- STUDY MATERIAL:

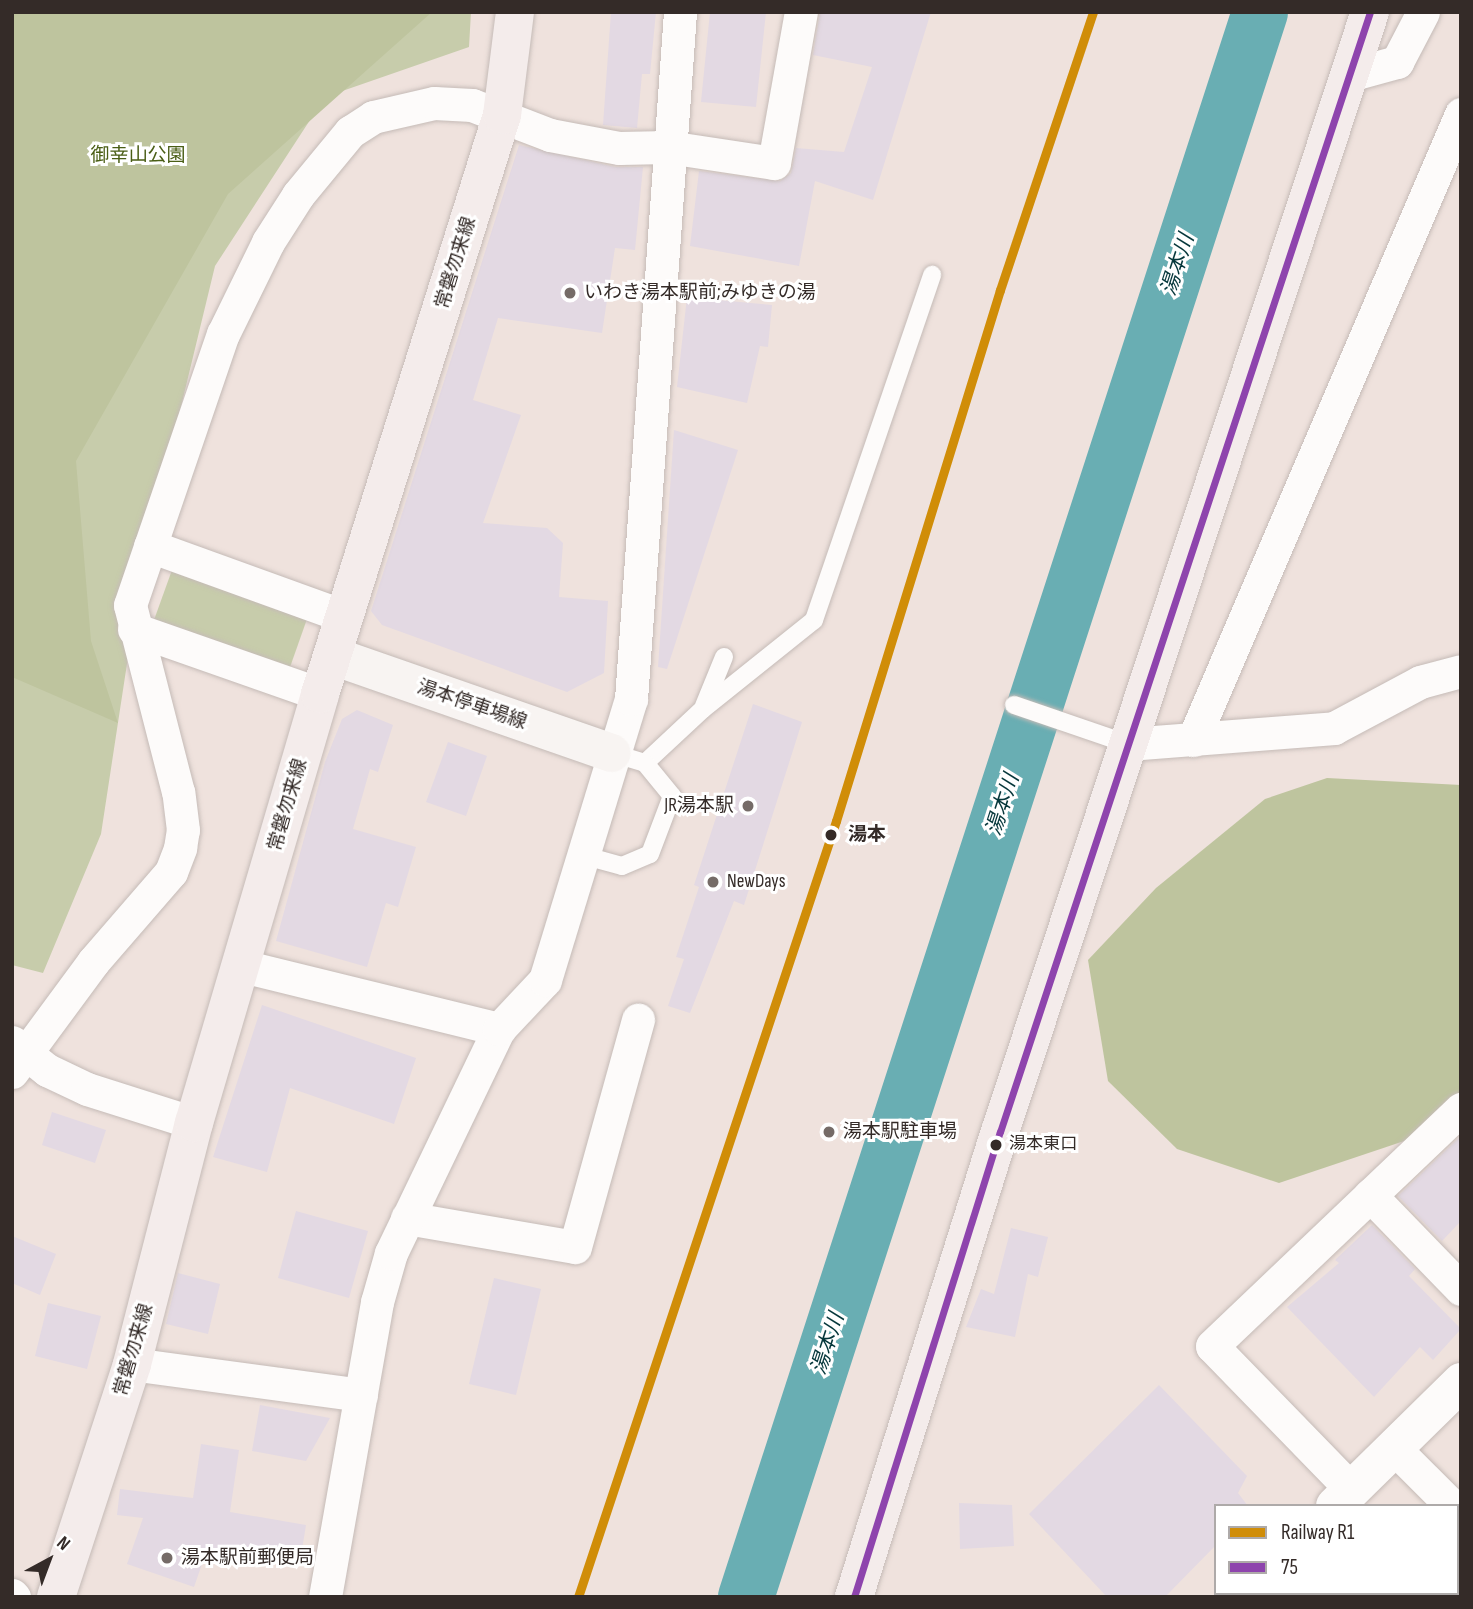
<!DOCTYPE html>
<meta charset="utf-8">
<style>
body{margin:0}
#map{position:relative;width:1473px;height:1609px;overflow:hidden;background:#efe2dd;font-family:"Sofia Sans Condensed","Noto Sans JP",sans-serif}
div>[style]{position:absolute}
.green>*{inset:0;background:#c7ccab}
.forest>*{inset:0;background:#bec49e}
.river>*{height:56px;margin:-28px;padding:0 28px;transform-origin:28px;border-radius:28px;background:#69aeb3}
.building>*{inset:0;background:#e3d9e3}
.roads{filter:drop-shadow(0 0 2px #c5bbb7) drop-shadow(0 0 2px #c5bbb7)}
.service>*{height:18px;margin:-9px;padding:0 9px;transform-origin:9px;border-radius:9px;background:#fdfbfa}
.minor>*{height:33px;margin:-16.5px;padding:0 16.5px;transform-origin:16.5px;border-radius:16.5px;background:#fdfbfa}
.tertiary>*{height:38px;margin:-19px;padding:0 19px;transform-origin:19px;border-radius:19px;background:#fdfbfa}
.secondary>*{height:38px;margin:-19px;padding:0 19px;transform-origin:19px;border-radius:19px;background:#f8f4f2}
.primary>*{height:38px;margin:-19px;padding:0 19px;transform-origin:19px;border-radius:19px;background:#f4eceb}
.bus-1>*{height:7px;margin:-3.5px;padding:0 3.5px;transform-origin:3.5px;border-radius:3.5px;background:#8e44ad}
.rail-1>*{height:9px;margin:-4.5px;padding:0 4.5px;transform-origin:4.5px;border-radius:4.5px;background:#d08d08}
.dots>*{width:19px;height:19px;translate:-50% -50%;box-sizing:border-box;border:4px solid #fff;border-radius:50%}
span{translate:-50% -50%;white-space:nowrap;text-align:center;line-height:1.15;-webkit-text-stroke:6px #fff;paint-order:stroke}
.bus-label{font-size:17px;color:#342b28}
.left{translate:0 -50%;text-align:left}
.park-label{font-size:19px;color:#4a5e16}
.street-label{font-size:19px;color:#342b28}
.poi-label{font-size:19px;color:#342b28}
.right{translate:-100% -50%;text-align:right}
.stop-label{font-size:19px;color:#342b28;font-weight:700}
.water-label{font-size:21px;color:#06373b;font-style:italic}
.frame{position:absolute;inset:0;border:14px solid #342b28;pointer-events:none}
.legend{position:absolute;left:1214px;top:1504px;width:245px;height:91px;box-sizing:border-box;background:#fff;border:2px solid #aeaaa9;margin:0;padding:9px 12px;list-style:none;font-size:21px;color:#342b28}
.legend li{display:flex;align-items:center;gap:14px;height:35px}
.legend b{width:35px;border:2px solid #aeaaa9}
.north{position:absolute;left:14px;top:1525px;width:70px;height:70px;-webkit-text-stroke:5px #fff;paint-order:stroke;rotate:41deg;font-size:19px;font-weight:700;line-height:28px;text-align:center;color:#342b28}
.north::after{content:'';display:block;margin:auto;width:24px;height:32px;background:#342b28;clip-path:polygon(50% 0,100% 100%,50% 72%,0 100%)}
</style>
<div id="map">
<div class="green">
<i style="clip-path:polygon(12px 12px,471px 12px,469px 47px,325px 97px,215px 266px,141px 572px,101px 834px,43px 973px,12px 965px)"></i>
<i style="clip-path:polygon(172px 570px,307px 619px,289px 670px,154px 620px)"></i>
</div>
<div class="forest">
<i style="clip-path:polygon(12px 12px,432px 12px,228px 194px,76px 461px,91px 641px,118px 723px,12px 677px)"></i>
<i style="clip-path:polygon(1327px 778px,1461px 785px,1461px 1093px,1440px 1129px,1279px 1183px,1177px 1149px,1108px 1081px,1088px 960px,1156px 888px,1265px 799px)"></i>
</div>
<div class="river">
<i style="left:746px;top:1597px;width:1666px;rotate:-72.03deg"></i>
</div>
<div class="building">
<i style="clip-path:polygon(611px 12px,656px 12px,650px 74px,642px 74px,637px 128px,603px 125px)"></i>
<i style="clip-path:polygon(710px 12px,766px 12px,756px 107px,701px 102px)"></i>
<i style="clip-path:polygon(820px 12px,931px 12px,873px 200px,815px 181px,799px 266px,690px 246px,699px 171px,780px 181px,791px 173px,796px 148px,844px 152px,872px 67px,813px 55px)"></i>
<i style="clip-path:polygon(519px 145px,615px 167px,643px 167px,635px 250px,615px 248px,602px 333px,498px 318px,473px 400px,521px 415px,483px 523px,547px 528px,563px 543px,559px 597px,608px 601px,604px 673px,567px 692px,382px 625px,371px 611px)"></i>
<i style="clip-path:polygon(687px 297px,772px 305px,768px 347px,760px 346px,747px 403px,677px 387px)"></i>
<i style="clip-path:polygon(674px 430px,738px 450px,667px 669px,658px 667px)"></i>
<i style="clip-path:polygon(753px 704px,802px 722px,744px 905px,734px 901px,690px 1013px,668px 1006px,684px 959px,676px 957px,699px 887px,694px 885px)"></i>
<i style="clip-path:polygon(357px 710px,393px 725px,378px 772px,370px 769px,353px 829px,416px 847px,398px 907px,386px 903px,367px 967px,276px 941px,325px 762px,342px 719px)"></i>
<i style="clip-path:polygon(448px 742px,487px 756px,466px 816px,426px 802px)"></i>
<i style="clip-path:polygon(262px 1005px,416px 1058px,394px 1124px,290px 1088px,267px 1172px,213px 1157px)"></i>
<i style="clip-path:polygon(52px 1112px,106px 1130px,95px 1163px,42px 1145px)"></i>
<i style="clip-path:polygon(1461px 1136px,1461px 1221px,1442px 1241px,1398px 1196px)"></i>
<i style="clip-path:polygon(296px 1211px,368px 1231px,349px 1298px,278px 1278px)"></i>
<i style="clip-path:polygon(1372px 1225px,1415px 1269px,1409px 1276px,1461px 1329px,1433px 1360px,1420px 1347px,1374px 1397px,1287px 1307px,1339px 1263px,1335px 1260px)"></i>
<i style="clip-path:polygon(1011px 1228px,1048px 1237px,1038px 1277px,1028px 1274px,1015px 1337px,966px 1327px,981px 1289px,994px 1294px)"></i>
<i style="clip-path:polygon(12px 1236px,56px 1254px,40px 1295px,12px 1283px)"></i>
<i style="clip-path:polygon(178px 1273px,220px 1284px,208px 1334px,166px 1324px)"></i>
<i style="clip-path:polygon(494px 1278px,541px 1289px,516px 1395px,469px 1384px)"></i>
<i style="clip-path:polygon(48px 1303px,101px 1316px,87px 1369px,35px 1356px)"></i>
<i style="clip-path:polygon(1159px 1385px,1247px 1476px,1238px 1493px,1248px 1506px,1216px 1506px,1216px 1545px,1165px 1597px,1107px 1597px,1029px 1514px)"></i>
<i style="clip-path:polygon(260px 1405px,330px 1418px,306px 1461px,252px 1451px)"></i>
<i style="clip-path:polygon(201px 1444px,239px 1450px,230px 1512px,306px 1525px,300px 1562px,208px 1547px,194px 1587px,127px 1564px,143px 1518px,117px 1515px,120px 1489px,193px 1498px)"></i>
<i style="clip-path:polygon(959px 1503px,1012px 1505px,1014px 1546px,960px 1549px)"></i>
</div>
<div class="roads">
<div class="service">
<i style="left:1014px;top:705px;width:120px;rotate:18.9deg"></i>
<i style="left:704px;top:706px;width:53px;rotate:-67.8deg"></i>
<i style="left:645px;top:763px;width:79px;rotate:-43deg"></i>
<i style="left:703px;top:709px;width:142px;rotate:-38.7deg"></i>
<i style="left:814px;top:620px;width:365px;rotate:-71.1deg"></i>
<i style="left:582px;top:855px;width:41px;rotate:15.4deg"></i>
<i style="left:622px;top:866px;width:30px;rotate:-23deg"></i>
<i style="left:650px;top:854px;width:62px;rotate:-69.2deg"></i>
<i style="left:672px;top:796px;width:43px;rotate:-129.3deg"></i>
<i style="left:645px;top:763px;width:34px;rotate:-163deg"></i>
</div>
<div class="minor">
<i style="left:1349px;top:75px;width:50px;rotate:-15.2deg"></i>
<i style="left:1397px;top:62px;width:56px;rotate:-62.5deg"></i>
<i style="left:150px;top:546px;width:208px;rotate:19.9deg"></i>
<i style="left:134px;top:629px;width:197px;rotate:19.3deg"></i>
<i style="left:1193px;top:740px;width:681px;rotate:-66.82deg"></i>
<i style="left:1128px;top:744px;width:207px;rotate:-4.4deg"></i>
<i style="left:1334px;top:728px;width:98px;rotate:-28.1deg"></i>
<i style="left:1420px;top:682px;width:42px;rotate:-15deg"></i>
<i style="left:242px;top:966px;width:265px;rotate:13.8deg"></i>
<i style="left:12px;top:1042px;width:45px;rotate:38.7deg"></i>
<i style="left:47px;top:1070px;width:44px;rotate:25.4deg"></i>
<i style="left:87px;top:1089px;width:112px;rotate:17.6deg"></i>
<i style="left:12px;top:1072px;width:137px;rotate:-53.6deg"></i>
<i style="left:93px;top:962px;width:119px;rotate:-49.1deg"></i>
<i style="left:171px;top:872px;width:26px;rotate:-69deg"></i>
<i style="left:180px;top:848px;width:18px;rotate:-81deg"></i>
<i style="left:183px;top:830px;width:38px;rotate:-97deg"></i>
<i style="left:178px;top:792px;width:193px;rotate:-104.4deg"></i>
<i style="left:130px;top:605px;width:287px;rotate:-71.1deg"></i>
<i style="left:223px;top:334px;width:102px;rotate:-63.9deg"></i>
<i style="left:268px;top:242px;width:56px;rotate:-57.4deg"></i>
<i style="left:298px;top:195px;width:82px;rotate:-50.5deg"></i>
<i style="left:350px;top:132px;width:27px;rotate:-33deg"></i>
<i style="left:373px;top:117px;width:63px;rotate:-12.9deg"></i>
<i style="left:434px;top:103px;width:38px;rotate:3deg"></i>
<i style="left:472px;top:105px;width:84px;rotate:21deg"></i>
<i style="left:550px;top:135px;width:70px;rotate:10.7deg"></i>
<i style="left:619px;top:148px;width:49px;rotate:-1.2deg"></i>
<i style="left:668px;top:147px;width:107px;rotate:8.6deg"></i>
<i style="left:774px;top:163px;width:153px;rotate:-79.9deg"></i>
<i style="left:1370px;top:1195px;width:131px;rotate:45.9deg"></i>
<i style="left:407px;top:1218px;width:170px;rotate:9.8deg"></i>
<i style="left:575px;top:1247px;width:236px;rotate:-74.5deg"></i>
<i style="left:132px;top:1364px;width:231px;rotate:7.7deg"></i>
<i style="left:1394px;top:1448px;width:82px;rotate:45deg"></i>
<i style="left:1351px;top:1489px;width:199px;rotate:-134.2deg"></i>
<i style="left:1212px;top:1346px;width:344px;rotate:-43.6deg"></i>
<i style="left:12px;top:1595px;width:3px;rotate:45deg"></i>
<i style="left:325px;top:1597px;width:300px;rotate:-80deg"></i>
<i style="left:377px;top:1302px;width:51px;rotate:-74.1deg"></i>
<i style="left:391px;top:1253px;width:249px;rotate:-64.3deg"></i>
<i style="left:499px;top:1029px;width:67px;rotate:-46.8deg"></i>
<i style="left:545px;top:980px;width:294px;rotate:-73deg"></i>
<i style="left:631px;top:699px;width:689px;rotate:-85.92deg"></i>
</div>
<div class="tertiary">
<i style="left:1335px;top:1506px;width:177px;rotate:-44.5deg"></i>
<i style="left:1242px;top:1597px;width:5px;rotate:-53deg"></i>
</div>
<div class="secondary">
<i style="left:333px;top:656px;width:295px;rotate:19.2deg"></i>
</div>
<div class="primary">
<i style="left:56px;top:1597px;width:245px;rotate:-71.9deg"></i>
<i style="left:132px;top:1364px;width:249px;rotate:-75.6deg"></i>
<i style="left:194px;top:1123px;width:447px;rotate:-73.6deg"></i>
<i style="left:320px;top:694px;width:607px;rotate:-72.55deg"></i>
<i style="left:502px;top:115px;width:104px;rotate:-82.8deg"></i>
<i style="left:854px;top:1597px;width:487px;rotate:-72.6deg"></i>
<i style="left:1000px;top:1132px;width:1180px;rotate:-71.72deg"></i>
</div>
</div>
<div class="bus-1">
<i style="left:854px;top:1597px;width:487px;rotate:-72.6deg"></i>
<i style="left:1000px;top:1132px;width:1180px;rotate:-71.72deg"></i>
</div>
<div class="rail-1">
<i style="left:578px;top:1597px;width:818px;rotate:-71.61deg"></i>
<i style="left:836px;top:821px;width:556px;rotate:-72.84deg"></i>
<i style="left:1000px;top:290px;width:293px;rotate:-71.5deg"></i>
</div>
<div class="dots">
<i style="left:570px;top:293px;background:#756b67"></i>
<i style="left:748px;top:806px;background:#756b67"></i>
<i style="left:831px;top:835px;background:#342b28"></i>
<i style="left:713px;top:882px;background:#756b67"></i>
<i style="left:829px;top:1132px;background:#756b67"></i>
<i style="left:996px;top:1145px;background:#342b28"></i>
<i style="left:167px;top:1558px;background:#756b67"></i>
</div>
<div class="bus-label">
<span class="left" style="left:1009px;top:1145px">湯本東口</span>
</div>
<div class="park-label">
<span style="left:138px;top:156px">御幸山公園</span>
</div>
<div class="street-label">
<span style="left:456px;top:263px;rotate:-73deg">常磐勿来線</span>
<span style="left:472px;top:705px;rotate:19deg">湯本停車場線</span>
<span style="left:288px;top:805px;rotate:-74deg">常磐勿来線</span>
<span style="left:134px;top:1350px;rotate:-74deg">常磐勿来線</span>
</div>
<div class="poi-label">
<span class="left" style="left:584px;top:293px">いわき湯本駅前;みゆきの湯</span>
<span class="right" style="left:734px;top:806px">JR湯本駅</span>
<span class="left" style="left:727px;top:882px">NewDays</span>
<span class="left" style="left:843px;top:1132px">湯本駅駐車場</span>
<span class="left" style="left:181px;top:1558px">湯本駅前郵便局</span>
</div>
<div class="stop-label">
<span class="left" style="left:848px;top:835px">湯本</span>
</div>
<div class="water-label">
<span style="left:1178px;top:265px;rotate:-72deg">湯本川</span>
<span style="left:1003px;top:805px;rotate:-72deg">湯本川</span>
<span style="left:828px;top:1344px;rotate:-72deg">湯本川</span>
</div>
<div class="frame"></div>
<ul class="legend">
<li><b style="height:9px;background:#d08d08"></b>Railway R1</li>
<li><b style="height:9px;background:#8e44ad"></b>75</li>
</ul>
<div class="north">N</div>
</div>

- WHAT IS NEEDED:
Filter the records above, keeping each line that contains the word "river".

- ANSWER SECTION:
.river>*{height:56px;margin:-28px;padding:0 28px;transform-origin:28px;border-radius:28px;background:#69aeb3}
<div class="river">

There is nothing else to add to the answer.